Time-lapse thermal image movie of Halemaumau Overlook Vent. March 16-23, 2017. Images courtesy of USGS/HVO
Time-lapse movie of Halemaumau Overlook Vent. March 16-23, 2017. Images courtesy of USGS/HVO
Time-lapse movie of Halemaʻumaʻu Overlook Vent from Hawaiian Volcano Observatory. March 16-23, 2017. Images courtesy of USGS/HVO
Time-lapse movie of Kīlauea Caldera from Hawaiian Volcano Observatory. March 16-23, 2017. Images courtesy of USGS/HVO
Time-lapse movie of Halemaumau Crater looking Southwest. March 16-23, 2017. Images courtesy of Hawaii Volcanoes National Park
(Activity updates are written by scientists at the U.S. Geological Survey’s Hawaiian Volcano Observatory.)

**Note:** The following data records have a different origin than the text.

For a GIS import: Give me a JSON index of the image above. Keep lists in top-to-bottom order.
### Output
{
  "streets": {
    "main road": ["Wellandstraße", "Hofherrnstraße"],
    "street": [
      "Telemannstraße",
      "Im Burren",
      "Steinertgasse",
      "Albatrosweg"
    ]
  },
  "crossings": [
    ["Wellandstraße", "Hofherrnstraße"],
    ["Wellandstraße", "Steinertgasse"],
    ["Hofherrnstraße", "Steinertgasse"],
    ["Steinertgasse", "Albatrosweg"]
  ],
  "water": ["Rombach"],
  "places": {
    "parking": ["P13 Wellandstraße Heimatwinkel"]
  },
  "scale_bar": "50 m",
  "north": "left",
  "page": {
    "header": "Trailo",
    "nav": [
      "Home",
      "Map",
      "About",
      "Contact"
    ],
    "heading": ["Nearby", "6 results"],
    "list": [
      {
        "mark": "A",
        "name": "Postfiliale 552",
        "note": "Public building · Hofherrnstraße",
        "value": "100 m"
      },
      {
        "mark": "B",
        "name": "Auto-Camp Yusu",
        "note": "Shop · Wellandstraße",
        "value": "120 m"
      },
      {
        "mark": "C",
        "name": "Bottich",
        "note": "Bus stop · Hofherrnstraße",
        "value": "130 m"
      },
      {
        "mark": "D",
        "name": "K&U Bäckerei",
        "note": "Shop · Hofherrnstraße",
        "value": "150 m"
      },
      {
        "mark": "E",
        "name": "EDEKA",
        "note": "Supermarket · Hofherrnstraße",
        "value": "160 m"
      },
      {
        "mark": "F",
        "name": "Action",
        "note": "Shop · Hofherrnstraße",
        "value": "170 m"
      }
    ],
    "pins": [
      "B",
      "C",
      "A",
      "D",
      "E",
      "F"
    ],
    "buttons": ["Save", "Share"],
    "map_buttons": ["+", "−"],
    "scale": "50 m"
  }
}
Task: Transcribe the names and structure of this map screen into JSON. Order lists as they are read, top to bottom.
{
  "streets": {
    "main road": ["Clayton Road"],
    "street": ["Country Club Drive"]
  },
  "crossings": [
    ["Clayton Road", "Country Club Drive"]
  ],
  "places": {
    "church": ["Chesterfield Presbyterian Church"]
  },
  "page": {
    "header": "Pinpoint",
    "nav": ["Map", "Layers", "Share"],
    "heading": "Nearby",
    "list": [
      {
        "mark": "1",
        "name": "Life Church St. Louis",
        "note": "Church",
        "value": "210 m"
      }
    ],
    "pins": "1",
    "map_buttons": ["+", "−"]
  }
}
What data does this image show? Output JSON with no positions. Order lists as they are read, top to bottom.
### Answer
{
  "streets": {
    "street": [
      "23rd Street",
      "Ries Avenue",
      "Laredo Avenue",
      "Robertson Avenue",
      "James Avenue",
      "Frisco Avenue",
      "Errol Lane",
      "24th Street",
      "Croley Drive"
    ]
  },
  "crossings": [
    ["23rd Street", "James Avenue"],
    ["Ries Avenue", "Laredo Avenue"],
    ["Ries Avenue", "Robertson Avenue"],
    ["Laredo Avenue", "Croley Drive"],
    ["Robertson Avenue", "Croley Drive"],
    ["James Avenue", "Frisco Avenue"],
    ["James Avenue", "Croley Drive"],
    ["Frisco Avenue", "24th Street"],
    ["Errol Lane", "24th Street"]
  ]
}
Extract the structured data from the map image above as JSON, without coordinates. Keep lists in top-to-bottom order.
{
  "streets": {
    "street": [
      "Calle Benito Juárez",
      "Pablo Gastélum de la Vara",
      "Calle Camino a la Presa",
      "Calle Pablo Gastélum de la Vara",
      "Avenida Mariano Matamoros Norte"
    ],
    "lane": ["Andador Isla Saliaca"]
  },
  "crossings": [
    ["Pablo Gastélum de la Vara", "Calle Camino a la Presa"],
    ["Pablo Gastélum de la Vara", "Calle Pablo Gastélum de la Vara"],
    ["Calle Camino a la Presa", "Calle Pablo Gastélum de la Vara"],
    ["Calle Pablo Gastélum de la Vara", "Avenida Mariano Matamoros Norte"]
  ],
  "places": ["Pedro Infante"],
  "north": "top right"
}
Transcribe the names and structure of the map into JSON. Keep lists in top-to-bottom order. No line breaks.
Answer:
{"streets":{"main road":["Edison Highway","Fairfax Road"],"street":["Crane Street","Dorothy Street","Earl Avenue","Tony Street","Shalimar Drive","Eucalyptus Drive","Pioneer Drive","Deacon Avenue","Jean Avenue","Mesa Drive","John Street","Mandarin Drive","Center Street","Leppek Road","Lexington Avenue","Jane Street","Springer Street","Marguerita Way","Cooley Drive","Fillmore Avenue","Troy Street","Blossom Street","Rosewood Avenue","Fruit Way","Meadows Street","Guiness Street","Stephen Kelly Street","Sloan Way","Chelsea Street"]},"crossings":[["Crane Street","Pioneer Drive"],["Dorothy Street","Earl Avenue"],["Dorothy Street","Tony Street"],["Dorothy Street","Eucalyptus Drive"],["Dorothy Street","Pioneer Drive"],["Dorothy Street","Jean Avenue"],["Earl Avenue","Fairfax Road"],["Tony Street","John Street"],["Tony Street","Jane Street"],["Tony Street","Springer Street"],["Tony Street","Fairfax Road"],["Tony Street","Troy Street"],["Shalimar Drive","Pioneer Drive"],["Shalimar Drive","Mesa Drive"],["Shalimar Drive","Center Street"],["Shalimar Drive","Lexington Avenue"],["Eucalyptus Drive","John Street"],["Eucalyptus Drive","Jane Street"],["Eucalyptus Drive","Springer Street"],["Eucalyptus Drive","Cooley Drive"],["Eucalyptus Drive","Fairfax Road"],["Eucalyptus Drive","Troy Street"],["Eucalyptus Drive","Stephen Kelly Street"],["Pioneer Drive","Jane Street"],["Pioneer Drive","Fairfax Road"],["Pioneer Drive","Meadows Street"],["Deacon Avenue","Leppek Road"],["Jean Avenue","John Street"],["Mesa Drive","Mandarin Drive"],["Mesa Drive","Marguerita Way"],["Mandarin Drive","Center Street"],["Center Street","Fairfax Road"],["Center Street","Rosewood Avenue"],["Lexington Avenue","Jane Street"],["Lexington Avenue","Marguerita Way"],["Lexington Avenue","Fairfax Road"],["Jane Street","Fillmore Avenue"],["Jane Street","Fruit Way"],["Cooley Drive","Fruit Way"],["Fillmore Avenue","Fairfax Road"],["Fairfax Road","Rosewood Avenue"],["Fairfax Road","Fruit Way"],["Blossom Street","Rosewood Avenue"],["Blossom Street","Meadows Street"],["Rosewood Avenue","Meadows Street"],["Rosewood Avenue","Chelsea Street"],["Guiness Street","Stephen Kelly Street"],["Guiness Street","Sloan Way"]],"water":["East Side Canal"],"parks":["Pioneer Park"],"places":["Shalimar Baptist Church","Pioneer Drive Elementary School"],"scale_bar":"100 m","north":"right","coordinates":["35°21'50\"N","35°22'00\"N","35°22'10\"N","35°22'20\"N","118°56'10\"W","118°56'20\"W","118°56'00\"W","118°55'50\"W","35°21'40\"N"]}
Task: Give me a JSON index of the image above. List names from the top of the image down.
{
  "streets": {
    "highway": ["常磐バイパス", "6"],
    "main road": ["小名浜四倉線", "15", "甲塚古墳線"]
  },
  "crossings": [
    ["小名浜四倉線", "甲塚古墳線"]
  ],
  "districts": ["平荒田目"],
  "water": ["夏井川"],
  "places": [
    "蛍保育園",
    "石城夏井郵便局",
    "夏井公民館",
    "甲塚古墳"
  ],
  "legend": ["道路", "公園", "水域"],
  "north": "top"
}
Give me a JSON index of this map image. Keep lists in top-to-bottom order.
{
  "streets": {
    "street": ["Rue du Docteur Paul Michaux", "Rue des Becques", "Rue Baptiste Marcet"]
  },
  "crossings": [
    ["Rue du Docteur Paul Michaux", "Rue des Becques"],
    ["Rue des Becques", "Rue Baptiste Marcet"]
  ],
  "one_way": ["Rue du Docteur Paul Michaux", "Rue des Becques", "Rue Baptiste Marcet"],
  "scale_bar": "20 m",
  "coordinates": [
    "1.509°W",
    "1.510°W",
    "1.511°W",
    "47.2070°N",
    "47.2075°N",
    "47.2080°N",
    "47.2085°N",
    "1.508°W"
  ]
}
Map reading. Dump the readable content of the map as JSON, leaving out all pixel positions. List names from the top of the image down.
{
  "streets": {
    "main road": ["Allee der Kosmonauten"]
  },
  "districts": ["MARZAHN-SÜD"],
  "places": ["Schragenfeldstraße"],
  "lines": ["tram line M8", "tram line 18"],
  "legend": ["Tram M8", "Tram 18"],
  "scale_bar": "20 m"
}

Kīlauea continues to erupt at its summit and East Rift Zone. This past week, the summit lava lake level varied between about 14 and 32 m (46 – 105 ft) below the vent rim. The 61g flow was still active, with lava entering the ocean near Kamokuna and small surface breakouts downslope of Puʻu ʻŌʻō, above the pali, and on the coastal plain. The 61g flows do not pose an immediate threat to nearby communities.
Mauna Loa is not erupting. During the past week, small-magnitude earthquakes continued to occur beneath the volcano, most commonly beneath the east flank at depths greater than 5 km (3 miles) and in the summit region, upper Southwest Rift Zone, and upper west flank at depths less than 5 km (3 miles). GPS measurements continue to show deformation related to inflation of a magma reservoir beneath the summit and upper Southwest Rift Zone. No significant change in the summit fumarole temperature or gas output was noted this past week.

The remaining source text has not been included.